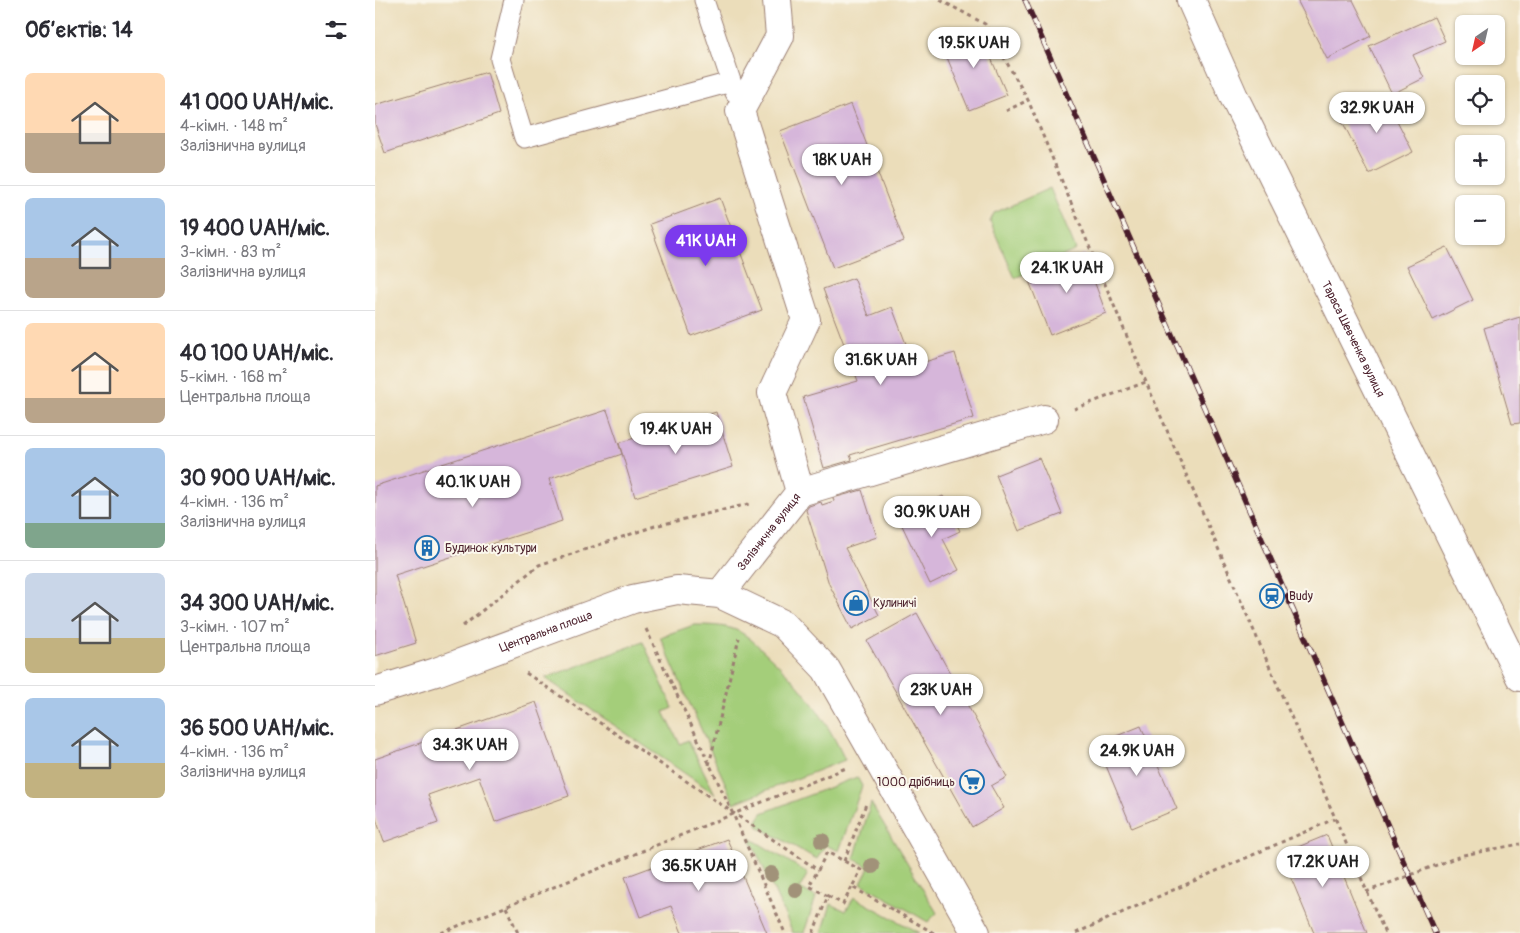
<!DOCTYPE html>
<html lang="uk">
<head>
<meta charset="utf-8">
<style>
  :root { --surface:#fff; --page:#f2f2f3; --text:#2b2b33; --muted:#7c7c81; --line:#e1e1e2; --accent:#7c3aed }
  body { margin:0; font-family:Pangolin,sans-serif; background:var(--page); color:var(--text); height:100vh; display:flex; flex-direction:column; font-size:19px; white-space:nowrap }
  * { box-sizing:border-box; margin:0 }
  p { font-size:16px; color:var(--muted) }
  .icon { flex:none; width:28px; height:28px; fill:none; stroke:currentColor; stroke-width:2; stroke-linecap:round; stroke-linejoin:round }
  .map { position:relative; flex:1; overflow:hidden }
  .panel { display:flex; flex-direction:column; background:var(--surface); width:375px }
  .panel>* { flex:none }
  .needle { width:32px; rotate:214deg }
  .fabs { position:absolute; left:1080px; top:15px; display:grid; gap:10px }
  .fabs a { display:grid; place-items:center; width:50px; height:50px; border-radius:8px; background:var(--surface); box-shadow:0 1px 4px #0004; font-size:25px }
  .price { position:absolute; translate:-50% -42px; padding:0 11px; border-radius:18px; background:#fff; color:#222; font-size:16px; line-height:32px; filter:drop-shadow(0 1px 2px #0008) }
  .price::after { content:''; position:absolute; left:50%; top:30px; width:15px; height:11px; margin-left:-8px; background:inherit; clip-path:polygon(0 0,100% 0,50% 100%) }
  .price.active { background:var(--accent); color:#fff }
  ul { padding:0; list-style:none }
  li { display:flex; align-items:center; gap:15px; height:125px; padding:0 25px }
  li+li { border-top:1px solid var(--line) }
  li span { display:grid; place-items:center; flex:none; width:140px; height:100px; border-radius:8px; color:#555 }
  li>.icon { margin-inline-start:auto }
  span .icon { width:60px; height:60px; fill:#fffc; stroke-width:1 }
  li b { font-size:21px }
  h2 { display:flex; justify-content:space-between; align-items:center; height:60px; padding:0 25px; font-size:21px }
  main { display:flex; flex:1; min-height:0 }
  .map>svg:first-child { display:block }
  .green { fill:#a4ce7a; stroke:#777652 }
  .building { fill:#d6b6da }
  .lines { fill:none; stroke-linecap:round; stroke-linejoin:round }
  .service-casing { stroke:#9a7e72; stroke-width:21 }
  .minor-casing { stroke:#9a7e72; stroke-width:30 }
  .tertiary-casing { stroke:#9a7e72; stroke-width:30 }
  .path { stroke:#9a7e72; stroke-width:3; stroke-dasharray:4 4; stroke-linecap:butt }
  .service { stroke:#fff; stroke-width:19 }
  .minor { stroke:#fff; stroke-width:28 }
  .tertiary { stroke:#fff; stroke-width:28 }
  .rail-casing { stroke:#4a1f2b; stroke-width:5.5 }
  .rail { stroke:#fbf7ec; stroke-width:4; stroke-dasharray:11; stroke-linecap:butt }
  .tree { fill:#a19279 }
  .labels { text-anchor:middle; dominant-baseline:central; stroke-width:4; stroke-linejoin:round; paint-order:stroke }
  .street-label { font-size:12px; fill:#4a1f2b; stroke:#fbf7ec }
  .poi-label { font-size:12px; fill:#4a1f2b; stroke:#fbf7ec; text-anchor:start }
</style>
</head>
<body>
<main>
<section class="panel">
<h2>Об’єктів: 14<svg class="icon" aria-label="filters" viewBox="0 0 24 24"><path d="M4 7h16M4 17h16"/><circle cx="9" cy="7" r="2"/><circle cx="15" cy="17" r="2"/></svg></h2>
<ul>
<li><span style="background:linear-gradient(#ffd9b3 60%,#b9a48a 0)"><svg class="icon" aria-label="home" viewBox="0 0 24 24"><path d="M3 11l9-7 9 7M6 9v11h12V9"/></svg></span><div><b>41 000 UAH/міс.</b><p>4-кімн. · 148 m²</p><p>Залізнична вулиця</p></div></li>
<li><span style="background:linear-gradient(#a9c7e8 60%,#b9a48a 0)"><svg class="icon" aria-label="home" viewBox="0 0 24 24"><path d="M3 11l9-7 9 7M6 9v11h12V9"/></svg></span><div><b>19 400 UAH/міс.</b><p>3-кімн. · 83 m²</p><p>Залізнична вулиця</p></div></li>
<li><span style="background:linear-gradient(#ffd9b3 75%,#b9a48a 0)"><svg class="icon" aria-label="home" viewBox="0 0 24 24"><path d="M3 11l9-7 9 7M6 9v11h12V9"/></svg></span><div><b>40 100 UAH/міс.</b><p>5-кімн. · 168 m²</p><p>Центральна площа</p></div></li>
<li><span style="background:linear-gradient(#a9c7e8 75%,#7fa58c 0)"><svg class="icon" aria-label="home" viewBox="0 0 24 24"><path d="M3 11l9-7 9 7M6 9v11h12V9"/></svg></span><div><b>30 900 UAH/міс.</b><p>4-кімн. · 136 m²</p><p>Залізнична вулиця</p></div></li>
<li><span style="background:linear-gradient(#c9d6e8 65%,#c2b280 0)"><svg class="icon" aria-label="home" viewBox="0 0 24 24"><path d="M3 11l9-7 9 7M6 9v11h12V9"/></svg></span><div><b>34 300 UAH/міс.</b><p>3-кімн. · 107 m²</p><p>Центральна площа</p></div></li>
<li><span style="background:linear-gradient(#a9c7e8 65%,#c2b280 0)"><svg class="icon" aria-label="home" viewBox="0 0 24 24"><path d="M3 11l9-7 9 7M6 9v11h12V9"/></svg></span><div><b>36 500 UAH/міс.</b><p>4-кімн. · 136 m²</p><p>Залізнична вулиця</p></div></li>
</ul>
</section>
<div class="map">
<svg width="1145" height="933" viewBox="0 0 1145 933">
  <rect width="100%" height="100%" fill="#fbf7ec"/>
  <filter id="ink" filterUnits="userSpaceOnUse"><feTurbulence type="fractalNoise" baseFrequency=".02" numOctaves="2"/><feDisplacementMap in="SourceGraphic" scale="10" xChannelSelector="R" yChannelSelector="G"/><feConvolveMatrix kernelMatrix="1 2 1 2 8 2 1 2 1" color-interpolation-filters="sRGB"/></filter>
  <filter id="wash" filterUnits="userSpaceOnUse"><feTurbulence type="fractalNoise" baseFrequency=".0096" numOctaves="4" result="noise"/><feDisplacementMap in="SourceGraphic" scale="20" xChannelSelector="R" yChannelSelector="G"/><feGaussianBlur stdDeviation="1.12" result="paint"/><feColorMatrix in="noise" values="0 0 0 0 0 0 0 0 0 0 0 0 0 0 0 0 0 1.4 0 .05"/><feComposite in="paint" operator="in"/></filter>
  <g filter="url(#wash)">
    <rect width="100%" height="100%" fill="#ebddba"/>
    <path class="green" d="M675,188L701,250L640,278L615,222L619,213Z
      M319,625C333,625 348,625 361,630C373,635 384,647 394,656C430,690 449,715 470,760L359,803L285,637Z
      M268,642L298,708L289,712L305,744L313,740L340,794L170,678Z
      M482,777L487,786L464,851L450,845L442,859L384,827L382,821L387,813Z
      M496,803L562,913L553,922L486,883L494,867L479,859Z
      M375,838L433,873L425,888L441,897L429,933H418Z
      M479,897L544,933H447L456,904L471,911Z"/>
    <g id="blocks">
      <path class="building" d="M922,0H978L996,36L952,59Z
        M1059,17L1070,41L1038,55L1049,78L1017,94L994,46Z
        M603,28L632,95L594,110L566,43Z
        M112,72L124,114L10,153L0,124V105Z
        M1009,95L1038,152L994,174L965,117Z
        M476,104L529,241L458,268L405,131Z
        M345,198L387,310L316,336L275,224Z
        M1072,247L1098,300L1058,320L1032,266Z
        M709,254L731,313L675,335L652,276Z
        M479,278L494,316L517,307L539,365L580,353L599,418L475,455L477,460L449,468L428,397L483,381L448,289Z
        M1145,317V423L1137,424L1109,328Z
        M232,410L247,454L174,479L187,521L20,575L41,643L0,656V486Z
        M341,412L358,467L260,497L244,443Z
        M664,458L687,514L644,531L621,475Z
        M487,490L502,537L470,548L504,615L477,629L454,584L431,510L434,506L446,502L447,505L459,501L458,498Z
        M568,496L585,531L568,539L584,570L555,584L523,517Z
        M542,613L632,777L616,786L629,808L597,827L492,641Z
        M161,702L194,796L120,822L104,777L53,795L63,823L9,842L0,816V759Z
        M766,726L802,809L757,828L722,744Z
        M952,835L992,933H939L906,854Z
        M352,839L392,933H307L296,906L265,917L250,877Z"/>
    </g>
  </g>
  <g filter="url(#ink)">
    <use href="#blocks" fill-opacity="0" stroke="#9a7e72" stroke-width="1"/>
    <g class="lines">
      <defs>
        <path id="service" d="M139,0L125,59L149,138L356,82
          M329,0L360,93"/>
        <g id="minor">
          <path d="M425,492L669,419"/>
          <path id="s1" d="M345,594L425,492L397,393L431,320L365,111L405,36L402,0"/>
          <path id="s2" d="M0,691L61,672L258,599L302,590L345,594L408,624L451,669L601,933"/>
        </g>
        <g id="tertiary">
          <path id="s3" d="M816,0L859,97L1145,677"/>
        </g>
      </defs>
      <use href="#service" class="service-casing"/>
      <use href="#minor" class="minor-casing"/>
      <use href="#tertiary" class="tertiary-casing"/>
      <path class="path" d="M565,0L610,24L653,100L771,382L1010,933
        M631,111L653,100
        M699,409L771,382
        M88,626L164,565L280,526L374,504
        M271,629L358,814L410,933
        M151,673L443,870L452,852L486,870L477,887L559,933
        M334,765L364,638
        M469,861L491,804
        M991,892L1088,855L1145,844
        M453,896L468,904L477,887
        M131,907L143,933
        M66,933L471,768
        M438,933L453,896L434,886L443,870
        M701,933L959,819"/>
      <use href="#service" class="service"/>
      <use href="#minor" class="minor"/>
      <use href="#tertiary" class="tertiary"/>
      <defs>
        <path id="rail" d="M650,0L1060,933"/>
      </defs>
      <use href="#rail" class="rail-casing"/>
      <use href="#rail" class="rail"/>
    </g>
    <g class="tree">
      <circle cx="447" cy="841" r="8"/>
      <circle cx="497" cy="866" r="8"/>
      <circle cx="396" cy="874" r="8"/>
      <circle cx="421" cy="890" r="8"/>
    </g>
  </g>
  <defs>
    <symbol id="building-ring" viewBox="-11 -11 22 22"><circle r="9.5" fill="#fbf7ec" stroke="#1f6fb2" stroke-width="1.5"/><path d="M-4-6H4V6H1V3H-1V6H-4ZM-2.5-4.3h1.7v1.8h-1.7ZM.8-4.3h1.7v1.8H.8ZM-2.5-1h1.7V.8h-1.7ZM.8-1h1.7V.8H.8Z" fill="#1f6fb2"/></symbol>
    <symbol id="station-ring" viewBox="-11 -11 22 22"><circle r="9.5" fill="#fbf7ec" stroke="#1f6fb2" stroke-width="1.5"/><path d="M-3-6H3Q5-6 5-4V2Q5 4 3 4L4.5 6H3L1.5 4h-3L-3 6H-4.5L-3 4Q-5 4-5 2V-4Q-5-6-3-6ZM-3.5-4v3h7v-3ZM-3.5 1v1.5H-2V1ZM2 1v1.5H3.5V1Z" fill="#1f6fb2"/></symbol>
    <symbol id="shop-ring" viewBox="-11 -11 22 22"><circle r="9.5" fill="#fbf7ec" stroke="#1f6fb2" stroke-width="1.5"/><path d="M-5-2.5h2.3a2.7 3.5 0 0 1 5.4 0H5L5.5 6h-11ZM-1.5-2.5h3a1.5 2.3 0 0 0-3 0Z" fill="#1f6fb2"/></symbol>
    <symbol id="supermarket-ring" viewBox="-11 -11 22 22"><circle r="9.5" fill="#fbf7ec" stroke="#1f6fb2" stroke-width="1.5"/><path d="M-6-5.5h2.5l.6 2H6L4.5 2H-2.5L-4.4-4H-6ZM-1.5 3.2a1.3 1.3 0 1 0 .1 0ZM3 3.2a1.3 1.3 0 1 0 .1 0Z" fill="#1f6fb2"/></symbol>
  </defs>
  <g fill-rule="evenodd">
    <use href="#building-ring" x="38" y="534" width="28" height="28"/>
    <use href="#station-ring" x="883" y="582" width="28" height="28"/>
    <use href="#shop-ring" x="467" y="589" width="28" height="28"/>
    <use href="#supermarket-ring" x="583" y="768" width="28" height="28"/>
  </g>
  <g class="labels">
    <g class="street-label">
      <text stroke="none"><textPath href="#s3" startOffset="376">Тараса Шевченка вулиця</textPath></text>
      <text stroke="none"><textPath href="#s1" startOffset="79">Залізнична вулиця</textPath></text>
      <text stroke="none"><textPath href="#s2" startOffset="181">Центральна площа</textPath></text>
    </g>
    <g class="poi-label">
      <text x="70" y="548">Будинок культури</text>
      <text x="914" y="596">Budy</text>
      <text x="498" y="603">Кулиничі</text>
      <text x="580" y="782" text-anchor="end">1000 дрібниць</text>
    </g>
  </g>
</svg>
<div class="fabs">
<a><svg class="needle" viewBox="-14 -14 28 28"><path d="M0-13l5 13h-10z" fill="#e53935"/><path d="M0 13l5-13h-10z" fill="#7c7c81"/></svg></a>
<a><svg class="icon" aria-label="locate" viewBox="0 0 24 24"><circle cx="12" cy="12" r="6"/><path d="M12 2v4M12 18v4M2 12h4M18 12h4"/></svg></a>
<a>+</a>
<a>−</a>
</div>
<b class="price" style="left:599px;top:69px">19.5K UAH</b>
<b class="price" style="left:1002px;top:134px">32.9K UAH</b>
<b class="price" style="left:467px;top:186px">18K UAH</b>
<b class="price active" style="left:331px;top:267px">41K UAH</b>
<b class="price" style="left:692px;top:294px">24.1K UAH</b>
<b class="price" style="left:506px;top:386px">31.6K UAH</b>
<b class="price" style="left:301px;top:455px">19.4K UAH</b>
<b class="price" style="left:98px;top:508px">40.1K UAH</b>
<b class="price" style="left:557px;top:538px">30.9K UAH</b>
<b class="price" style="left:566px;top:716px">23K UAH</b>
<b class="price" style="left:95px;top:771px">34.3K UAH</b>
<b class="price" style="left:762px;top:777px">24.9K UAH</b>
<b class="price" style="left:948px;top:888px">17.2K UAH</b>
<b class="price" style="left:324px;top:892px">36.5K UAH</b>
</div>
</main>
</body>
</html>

- WHAT THE TASK ASKS -
Pull out all lines of the data with the string "fabs".

- SOLUTION FOR THIS EXERCISE -
  .fabs { position:absolute; left:1080px; top:15px; display:grid; gap:10px }
  .fabs a { display:grid; place-items:center; width:50px; height:50px; border-radius:8px; background:var(--surface); box-shadow:0 1px 4px #0004; font-size:25px }
<div class="fabs">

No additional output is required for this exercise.